(Beginning of RECORDS TO USE)
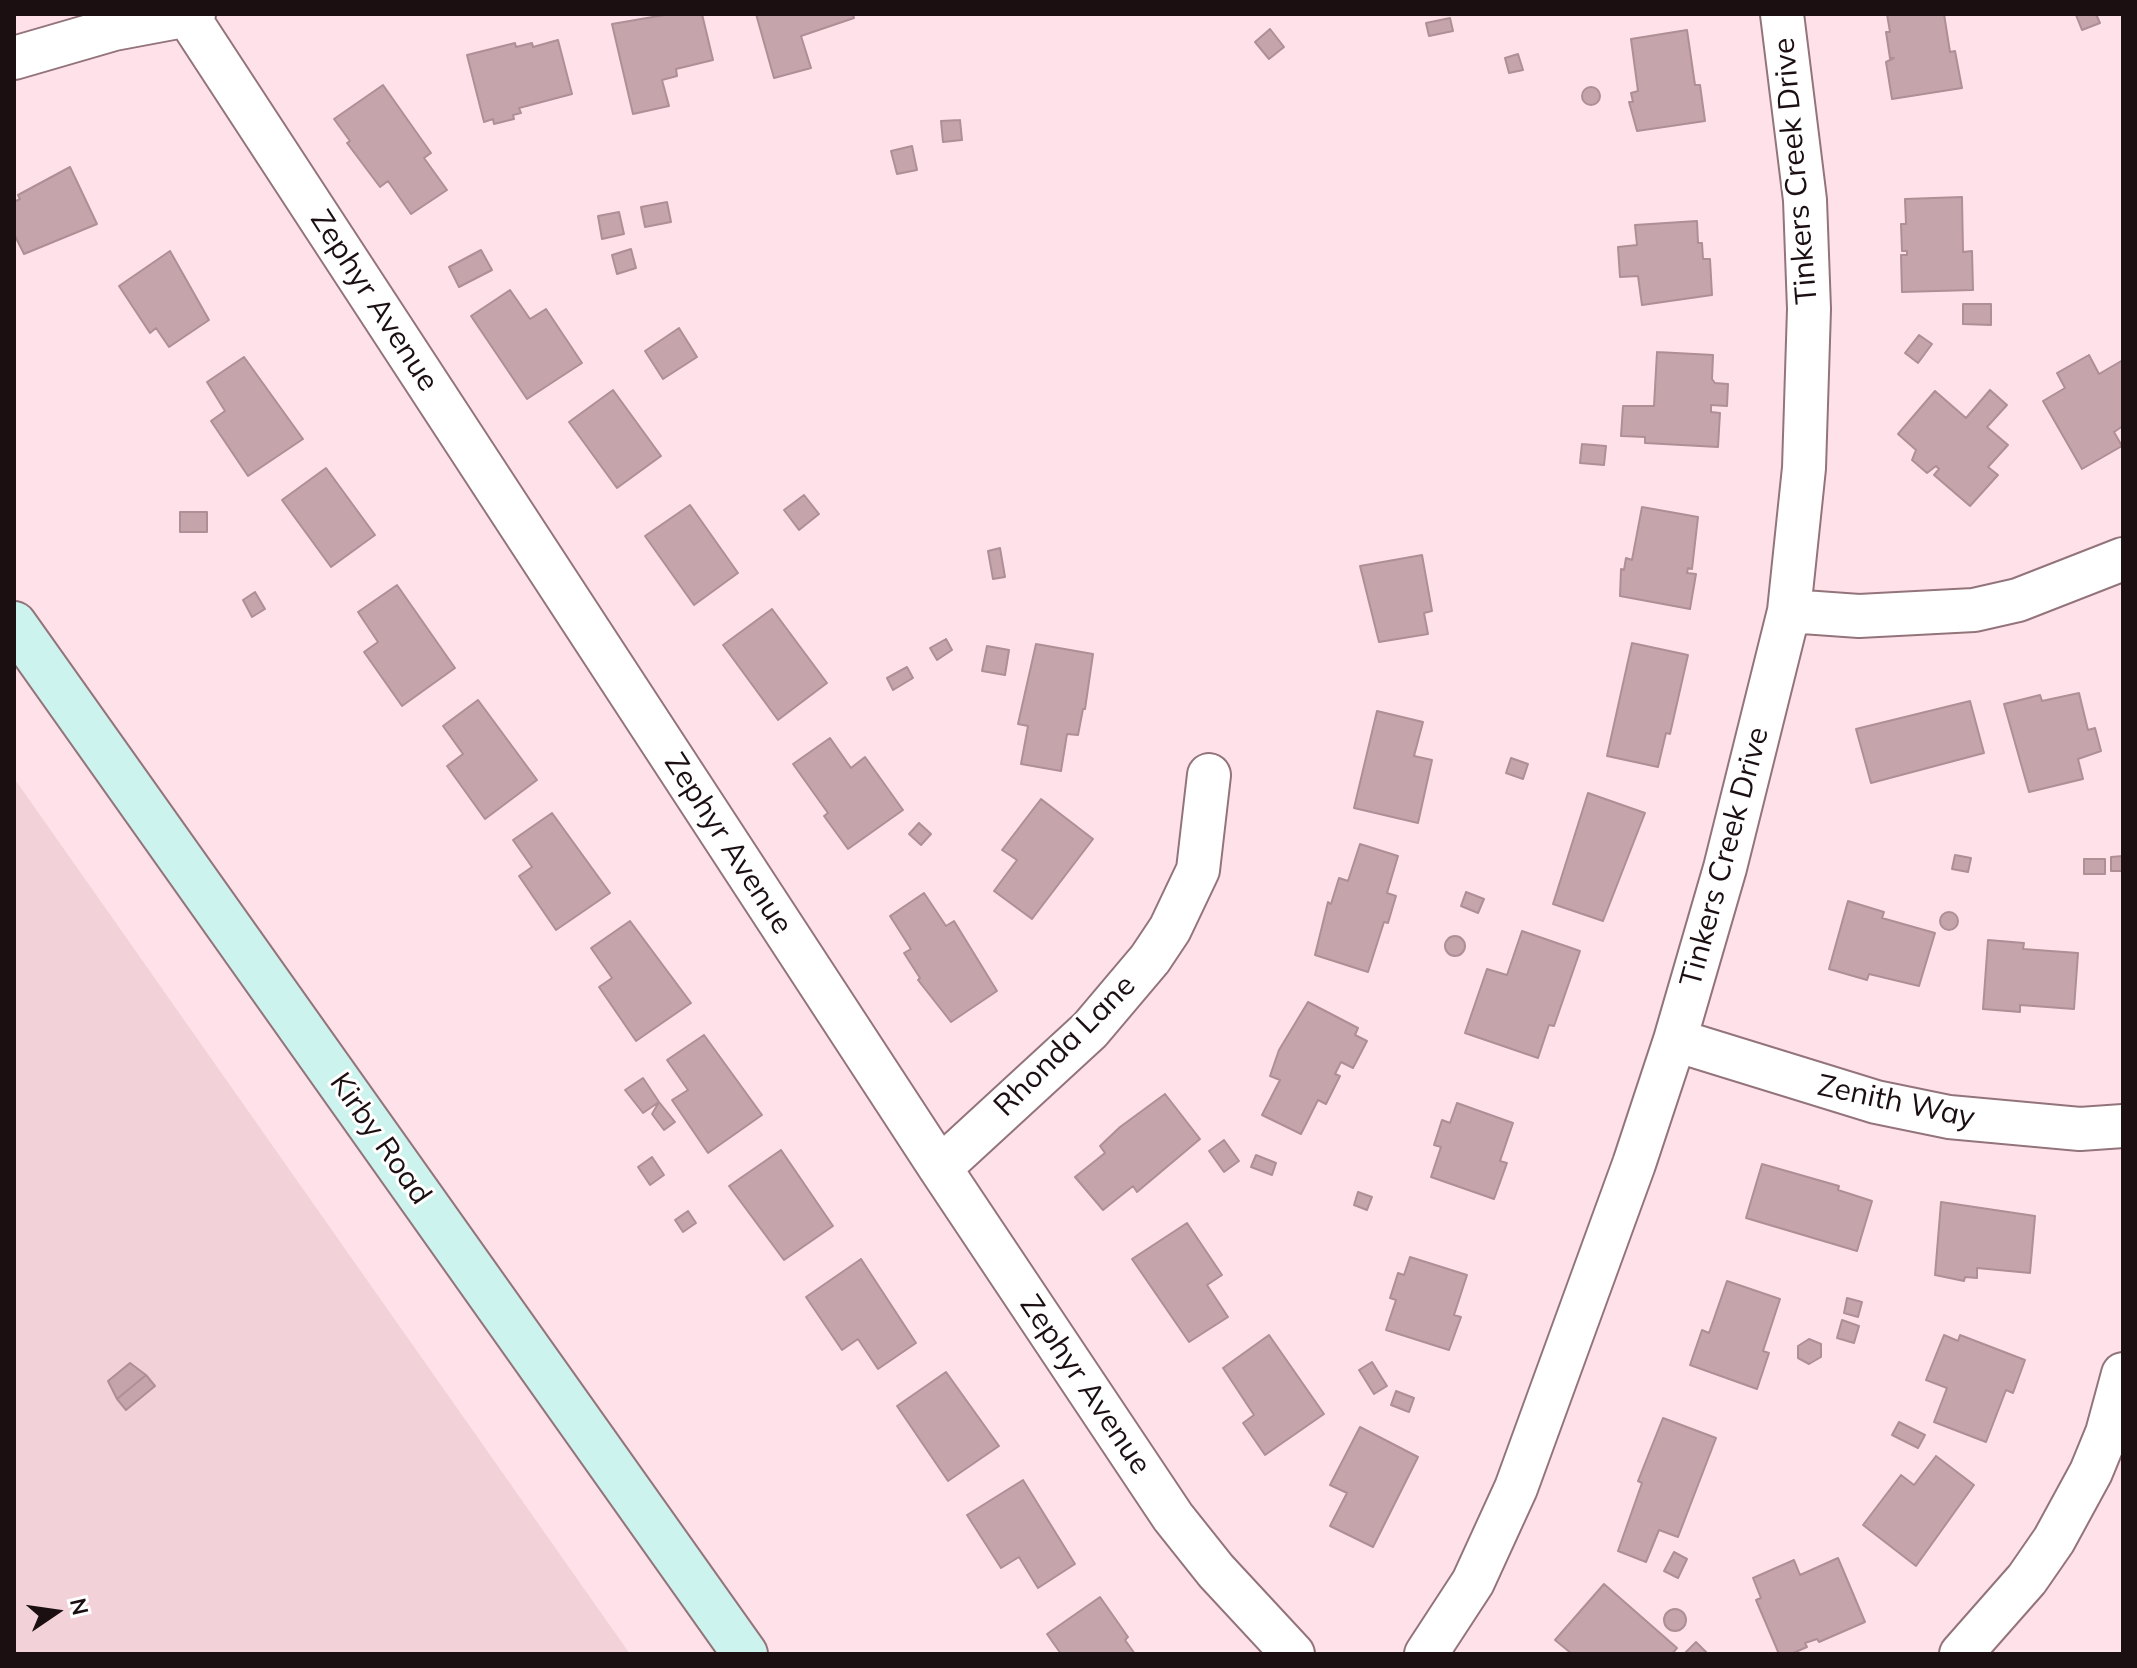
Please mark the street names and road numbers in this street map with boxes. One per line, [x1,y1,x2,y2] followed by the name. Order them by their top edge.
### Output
[1766,36,1826,306] street label: Tinkers Creek Drive
[302,204,446,398] street label: Zephyr Avenue
[1673,723,1777,991] street label: Tinkers Creek Drive
[656,747,800,941] street label: Zephyr Avenue
[987,968,1143,1124] street label: Rhonda Lane
[322,1066,438,1212] street label: Kirby Road
[1814,1068,1978,1136] street label: Zenith Way
[1012,1289,1158,1481] street label: Zephyr Avenue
(End of RECORDS TO USE)
WHAT TO PRODUCE ->
Could you transcribe the records above exactly, leaving every picture out?

REPLY ->
Please mark the street names and road numbers in this street map with boxes. One per line, [x1,y1,x2,y2] followed by the name. Order them by their top edge.
### Output
[1766,36,1826,306] street label: Tinkers Creek Drive
[302,204,446,398] street label: Zephyr Avenue
[1673,723,1777,991] street label: Tinkers Creek Drive
[656,747,800,941] street label: Zephyr Avenue
[987,968,1143,1124] street label: Rhonda Lane
[322,1066,438,1212] street label: Kirby Road
[1814,1068,1978,1136] street label: Zenith Way
[1012,1289,1158,1481] street label: Zephyr Avenue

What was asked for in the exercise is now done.